Parce que la main pense. J'écris tous mes romans à la plume, dans des carnets, et je n'ai jamais voulu d'autre instrument qu'un stylo à encre. Le cliquetis d'une machine met une cloison entre la pensée et la page ; la main, elle, hésite, rature, suit le mouvement même de l'esprit. Le matin, après une promenade — souvent à bicyclette dans les rues d'Oxford ou par la campagne —, je m'installe et je laisse venir les phrases lentement. Je m'immerge dans mes personnages au point de pleurer parfois quand l'un d'eux meurt, ce qui doit sembler ridicule. Mais comment écrire des êtres vivants si on ne les laisse pas vous habiter ? Le carnet est l'endroit où cette habitation devient possible, où ils existent assez pour m'échapper.
La main hésite, rature, suit le mouvement même de l'esprit.
—On décrit votre maison comme un joyeux chaos de livres et de manuscrits. Ce désordre vous est-il nécessaire ?
Mon mari John Bayley parle de notre maison de Steeple Aston comme d'un chaos heureux, et il a raison. Les livres y poussent comme le lierre, le jardin entre par les fenêtres, les manuscrits dorment sur les chaises. Certains y verraient de la négligence ; j'y vois la trace d'une vie entièrement tournée vers autre chose que l'apparence. Je ne me suis jamais souciée de la mode ni des dîners gastronomiques — un bon thé, une conversation longue, et je suis comblée. Ce désordre est celui d'un esprit qui préfère penser que ranger. Je crois qu'une certaine indifférence aux choses matérielles libère l'attention pour ce qui compte : les idées, les gens, les phrases qui cherchent leur forme. L'ordre extérieur n'est pas toujours l'ami de l'ordre intérieur.
—Vous avez consacré un essai à la méfiance de Platon envers les artistes. Pourquoi ce paradoxe vous fascine-t-il ?

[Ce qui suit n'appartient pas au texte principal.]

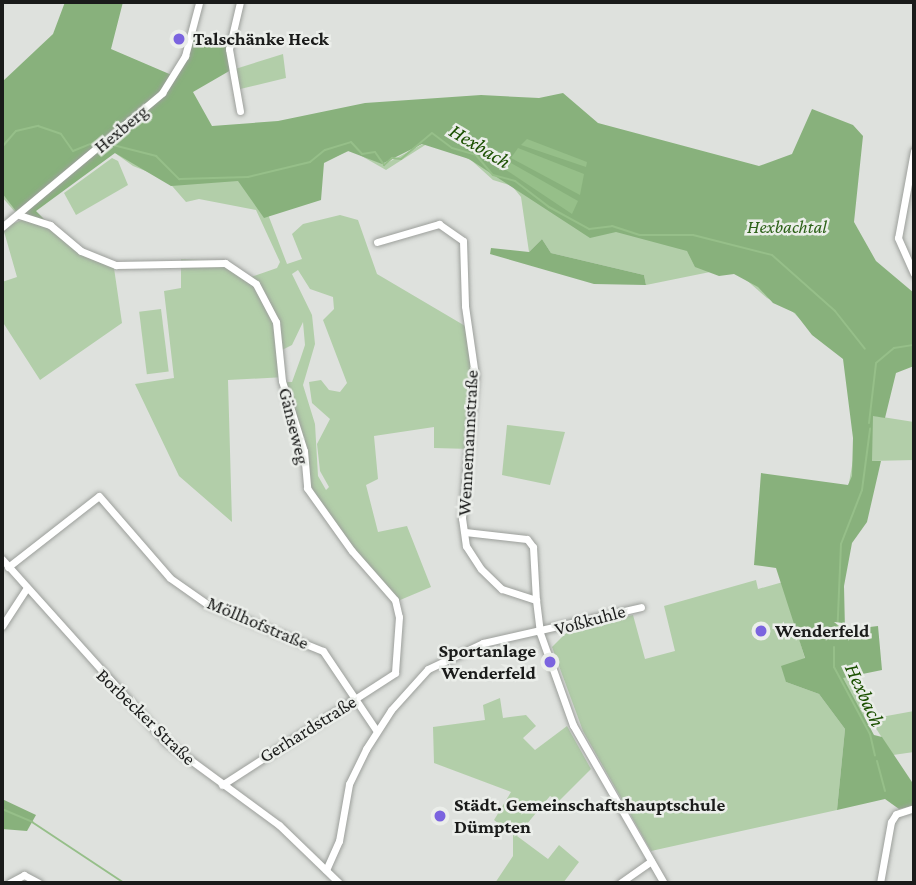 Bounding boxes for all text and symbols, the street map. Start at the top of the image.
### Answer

Parce qu'il touche au cœur de ma vie. Platon chassait les poètes de sa cité, et pourtant nul n'a écrit de plus belle prose que lui. Dans The Fire and the Sun, tiré de ma leçon inaugurale à Oxford en 1977, j'ai essayé de comprendre cette peur. Il redoutait l'art parce que l'art peut toucher l'âme en son point le plus vulnérable, là où elle est le plus profondément elle-même — il en connaissait la puissance mieux que la plupart de ses défenseurs. Mais là où il voyait un danger, je vois une chance. La grande littérature est, je crois, la chose la plus éducatrice que nous ayons : non parce qu'elle enseigne des règles, mais parce qu'elle nous apprend à voir. Et apprendre à voir, nous l'avons dit, c'est tout l'art de devenir bon.
La grande littérature nous apprend à voir — et apprendre à voir, c'est devenir bon.
Pour aller plus loin
Cette interview imaginaire a été générée par intelligence artificielle à partir des sources documentées dans la fiche de Iris Murdoch. Elle met en scène ce que la figure aurait pu dire à partir de ce que nous savons d'elle, mais ne constitue pas un propos historique attesté. Pour les sources primaires et la documentation factuelle, consultez la fiche complète.